(Beginning of Task inputs)
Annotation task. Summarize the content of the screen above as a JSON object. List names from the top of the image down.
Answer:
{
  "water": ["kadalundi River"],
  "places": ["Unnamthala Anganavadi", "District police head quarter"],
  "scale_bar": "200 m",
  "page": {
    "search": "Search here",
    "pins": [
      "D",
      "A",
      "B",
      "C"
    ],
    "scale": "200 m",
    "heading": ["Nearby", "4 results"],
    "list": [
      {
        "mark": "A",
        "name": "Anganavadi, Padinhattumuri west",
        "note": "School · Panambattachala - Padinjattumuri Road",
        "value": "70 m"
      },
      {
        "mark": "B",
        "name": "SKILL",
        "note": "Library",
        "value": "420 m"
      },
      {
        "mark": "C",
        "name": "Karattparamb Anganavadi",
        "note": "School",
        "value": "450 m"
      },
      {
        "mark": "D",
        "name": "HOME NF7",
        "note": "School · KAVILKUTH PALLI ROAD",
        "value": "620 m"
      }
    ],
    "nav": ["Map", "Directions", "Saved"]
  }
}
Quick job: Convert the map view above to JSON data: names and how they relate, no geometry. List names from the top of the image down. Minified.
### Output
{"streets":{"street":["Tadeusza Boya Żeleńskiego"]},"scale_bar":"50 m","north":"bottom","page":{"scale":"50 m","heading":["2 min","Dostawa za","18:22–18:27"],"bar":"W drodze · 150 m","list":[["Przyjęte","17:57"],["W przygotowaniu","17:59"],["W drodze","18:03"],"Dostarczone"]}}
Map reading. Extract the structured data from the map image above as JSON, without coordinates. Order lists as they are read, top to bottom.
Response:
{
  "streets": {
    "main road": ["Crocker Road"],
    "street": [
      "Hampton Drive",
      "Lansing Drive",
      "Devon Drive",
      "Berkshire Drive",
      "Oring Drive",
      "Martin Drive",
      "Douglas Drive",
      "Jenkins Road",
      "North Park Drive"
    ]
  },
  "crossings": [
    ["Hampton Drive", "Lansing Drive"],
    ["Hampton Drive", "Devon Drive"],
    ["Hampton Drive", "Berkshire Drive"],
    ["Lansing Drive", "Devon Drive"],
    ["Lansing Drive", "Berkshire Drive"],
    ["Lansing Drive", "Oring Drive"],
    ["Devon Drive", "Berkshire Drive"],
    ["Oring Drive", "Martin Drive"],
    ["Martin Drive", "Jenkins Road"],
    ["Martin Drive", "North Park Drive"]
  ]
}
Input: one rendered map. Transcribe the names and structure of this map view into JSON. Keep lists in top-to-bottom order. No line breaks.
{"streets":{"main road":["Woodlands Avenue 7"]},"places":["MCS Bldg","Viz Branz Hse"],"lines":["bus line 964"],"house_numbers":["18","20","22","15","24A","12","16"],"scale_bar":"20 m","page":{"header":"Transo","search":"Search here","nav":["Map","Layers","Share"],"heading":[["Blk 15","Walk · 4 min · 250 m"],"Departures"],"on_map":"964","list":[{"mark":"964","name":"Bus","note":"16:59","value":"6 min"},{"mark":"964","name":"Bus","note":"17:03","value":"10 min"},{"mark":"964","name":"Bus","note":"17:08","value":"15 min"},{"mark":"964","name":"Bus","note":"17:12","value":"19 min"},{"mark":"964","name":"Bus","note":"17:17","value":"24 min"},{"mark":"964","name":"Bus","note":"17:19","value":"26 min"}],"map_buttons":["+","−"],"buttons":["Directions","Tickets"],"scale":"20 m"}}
(End of Task inputs)
§ **Exercise instructions**: Among the lines above, which contain the word "data"? Copy every one.

§ **Problem solution**:
Quick job: Convert the map view above to JSON data: names and how they relate, no geometry. List names from the top of the image down. Minified.
Map reading. Extract the structured data from the map image above as JSON, without coordinates. Order lists as they are read, top to bottom.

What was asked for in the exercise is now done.